Adieu Ready Cash
Mercredi matin, le haras de Bouttemont a annoncé la mort de Ready Cash. Le champion aux deux Prix d’Amérique, devenu chef de race au haras, a succombé à une crise de coliques à l’âge de 18ans.
Précocité, longévité, vitesse, tenue
Ready Cash est né en Mayenne, chez Pierre Tébirent, en 2005. Année bénie du côté des champions : Royal Dream, Roxane Griff, Roc Meslois, Roi du Lupin ou encore Rapide Lebel et, au galop, Zarkava (K) et Goldikova (K). Fils d’Indy de Vive (Viking’s Way) et de Kidea (Extrême Dream), il présente un pedigree “solide” sans pour autant sortir particulièrement du lot, à la fois riche en sang français mais également en sang de standarbred américain (via Workaholic et Mickey Viking). L’histoire de Ready Cash est liée au souvenir de sa troisième mère, Océanide (Eole Grandchamp), gagnante à Vincennes, drivée au pied levé par Philippe Allaire. Il conseilla à Pierre Tébirent de la suivre. Impossible de l’acheter mais le souvenir reste. Aux ventes de yearlings de Caen, Pierre Tébirent voit dans le catalogue la présence d’une de ses filles, Docéanide du Lilas (Workaholic). Elle est minuscule mais, malgré cela, il l’achète à l’amiable. La pouliche est entraînée par Philippe Allaire, montre des moyens et de la précocité, se place de semi-classiques. Elle entre tôt au haras et donne notamment Kidea, future mère de Ready Cash, elle aussi assez précoce et bonne.

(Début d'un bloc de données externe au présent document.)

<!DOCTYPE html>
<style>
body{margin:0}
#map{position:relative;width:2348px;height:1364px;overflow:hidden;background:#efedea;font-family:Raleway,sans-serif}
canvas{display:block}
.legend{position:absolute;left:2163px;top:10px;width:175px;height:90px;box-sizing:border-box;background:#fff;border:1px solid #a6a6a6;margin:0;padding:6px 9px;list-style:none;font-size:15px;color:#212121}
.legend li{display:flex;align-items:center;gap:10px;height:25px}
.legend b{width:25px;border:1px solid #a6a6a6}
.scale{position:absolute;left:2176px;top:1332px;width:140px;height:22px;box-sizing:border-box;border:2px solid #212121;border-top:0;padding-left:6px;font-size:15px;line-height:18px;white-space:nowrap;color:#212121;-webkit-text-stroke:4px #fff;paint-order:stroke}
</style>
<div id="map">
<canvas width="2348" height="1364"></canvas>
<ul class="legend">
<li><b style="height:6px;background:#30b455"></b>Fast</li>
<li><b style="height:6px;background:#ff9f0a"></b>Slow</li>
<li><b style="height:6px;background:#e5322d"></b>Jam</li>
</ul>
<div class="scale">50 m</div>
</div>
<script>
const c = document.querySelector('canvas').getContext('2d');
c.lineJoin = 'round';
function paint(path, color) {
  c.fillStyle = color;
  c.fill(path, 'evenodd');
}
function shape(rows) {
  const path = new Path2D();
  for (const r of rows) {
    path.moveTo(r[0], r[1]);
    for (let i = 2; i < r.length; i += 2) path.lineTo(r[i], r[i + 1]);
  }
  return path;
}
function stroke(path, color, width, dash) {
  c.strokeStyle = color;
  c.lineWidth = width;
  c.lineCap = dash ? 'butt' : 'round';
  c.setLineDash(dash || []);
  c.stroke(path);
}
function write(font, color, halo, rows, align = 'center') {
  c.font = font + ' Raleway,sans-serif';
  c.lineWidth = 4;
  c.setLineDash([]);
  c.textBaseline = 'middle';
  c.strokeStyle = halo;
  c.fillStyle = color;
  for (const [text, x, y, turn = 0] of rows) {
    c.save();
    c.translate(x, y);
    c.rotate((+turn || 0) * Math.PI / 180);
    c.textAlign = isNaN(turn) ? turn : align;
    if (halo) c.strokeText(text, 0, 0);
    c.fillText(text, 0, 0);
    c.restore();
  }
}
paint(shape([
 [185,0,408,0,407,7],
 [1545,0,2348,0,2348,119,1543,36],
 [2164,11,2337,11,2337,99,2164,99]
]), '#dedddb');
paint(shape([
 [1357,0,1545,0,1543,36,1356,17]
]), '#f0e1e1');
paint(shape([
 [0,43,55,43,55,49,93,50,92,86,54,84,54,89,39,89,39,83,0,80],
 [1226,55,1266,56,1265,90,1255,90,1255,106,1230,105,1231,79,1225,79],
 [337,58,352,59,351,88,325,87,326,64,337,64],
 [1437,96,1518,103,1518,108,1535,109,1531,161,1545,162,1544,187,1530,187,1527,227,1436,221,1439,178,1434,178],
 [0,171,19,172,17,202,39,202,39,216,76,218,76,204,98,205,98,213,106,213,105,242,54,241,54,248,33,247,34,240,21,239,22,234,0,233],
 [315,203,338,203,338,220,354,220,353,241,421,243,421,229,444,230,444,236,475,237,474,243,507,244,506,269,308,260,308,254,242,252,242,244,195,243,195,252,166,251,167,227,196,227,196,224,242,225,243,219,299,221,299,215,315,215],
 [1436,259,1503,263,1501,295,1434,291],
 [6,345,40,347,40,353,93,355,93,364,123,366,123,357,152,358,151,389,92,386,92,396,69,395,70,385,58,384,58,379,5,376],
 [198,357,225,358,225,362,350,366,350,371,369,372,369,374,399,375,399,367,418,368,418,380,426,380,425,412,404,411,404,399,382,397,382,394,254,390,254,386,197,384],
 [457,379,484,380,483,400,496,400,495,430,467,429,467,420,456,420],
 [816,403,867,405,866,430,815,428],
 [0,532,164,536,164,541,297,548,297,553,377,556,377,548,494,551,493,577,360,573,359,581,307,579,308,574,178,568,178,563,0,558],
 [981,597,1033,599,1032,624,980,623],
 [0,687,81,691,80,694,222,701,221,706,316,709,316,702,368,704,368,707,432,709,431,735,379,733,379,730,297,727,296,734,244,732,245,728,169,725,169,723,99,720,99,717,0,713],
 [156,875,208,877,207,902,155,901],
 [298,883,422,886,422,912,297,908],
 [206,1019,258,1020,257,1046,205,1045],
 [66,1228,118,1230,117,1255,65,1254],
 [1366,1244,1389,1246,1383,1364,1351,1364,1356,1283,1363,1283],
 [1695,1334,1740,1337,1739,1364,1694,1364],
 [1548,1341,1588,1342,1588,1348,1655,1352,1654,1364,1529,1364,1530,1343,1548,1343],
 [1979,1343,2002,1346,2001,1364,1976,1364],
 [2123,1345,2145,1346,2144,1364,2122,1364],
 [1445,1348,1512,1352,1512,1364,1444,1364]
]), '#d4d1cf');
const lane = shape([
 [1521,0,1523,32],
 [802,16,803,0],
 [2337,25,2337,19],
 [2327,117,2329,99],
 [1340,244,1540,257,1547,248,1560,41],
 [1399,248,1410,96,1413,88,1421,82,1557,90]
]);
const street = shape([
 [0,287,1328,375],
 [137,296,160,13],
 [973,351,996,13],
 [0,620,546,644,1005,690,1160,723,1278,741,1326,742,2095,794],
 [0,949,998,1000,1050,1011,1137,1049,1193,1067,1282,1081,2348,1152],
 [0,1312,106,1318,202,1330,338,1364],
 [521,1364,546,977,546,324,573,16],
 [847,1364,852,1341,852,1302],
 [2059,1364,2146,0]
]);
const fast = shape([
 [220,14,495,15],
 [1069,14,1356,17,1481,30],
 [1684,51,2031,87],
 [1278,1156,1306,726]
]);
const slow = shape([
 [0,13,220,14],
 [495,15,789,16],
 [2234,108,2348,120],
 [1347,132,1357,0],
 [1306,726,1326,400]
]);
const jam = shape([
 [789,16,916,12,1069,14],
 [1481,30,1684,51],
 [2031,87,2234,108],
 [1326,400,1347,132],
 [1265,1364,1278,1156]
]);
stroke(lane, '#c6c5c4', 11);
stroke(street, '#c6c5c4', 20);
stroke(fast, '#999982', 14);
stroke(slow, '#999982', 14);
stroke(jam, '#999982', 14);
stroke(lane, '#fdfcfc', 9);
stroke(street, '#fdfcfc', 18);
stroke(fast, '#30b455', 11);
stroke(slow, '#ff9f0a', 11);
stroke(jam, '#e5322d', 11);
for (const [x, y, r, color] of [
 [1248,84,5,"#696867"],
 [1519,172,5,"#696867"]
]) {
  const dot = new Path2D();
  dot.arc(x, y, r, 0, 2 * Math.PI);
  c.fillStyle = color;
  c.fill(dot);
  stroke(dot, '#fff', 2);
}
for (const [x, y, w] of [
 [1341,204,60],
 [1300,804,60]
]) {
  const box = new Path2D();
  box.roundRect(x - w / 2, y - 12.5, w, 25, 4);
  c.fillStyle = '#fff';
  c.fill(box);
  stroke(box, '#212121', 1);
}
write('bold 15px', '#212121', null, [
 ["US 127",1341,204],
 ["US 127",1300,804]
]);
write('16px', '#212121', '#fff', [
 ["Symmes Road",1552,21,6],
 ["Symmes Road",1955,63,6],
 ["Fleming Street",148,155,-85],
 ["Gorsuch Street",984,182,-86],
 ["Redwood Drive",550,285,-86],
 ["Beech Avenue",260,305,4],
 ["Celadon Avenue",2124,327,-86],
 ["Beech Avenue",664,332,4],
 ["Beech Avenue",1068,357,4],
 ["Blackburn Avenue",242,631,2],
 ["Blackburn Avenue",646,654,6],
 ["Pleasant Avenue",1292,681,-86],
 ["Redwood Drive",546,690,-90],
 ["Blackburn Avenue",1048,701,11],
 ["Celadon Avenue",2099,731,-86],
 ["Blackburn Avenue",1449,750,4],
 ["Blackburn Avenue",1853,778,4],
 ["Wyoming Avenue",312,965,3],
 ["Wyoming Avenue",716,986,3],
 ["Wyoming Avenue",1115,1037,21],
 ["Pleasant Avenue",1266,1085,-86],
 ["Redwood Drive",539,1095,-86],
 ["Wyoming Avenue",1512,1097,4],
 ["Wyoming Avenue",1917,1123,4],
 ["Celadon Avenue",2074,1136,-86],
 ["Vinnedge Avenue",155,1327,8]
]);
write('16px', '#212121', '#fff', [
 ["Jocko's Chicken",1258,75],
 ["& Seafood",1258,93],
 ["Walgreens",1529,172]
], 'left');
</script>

De la précocité, Ready Cash n’en a pas manqué – et il en a transmis. Il remporte le Critérium des Jeunes (Gr1), le Prix Albert Viel (Gr1) et le Critérium des 3ans (Gr1). Évidemment, le chef-d’œuvre de Ready Cash sera ses deux victoires dans le Prix d’Amérique (Gr1) en 2011 – un duel épique face au champion suédois Maharajah – et 2012. Le champion avait assez de vitesse pour gagner le Prix de France (Gr1, 2011 et 2013) et assez de tenue pour s’imposer dans le Prix de Paris (Gr1, 2013), le marathon de Vincennes. Le palmarès de Ready Cash parle de lui-même : neuf Grs1, 23 Grs2. Au-delà de cette carrière exceptionnelle, se cache derrière Ready Cash une histoire d’hommes.
Les hommes de Ready Cash
Ready Cash a débuté sa carrière sous l’entraînement de Philippe Allaire, son copropriétaire. Il arrive à l’utiliser au mieux dans sa jeunesse. Puis le cheval devient compliqué, difficilement gérable en course. Est-ce la monte qui l’a transformé ? Difficile de savoir. Après la disqualification dans le Critérium des 5ans (Gr1), en septembre 2010, Philippe Allaire comprend qu’il n’y arrive plus. Il veut changer le cheval d’environnement et contacte Thierry Duvaldestin, lui demandant s’il veut entraîner le cheval. Un beau cadeau certes mais un cadeau empoisonné pour un jeune entraîneur. Thierry Duvaldestin accepte. Il le drive pour ses premières sorties avant de le confier à Franck Nivard. “Frankie la main froide”, parfait pour gérer ce champion au tempérament bouillant.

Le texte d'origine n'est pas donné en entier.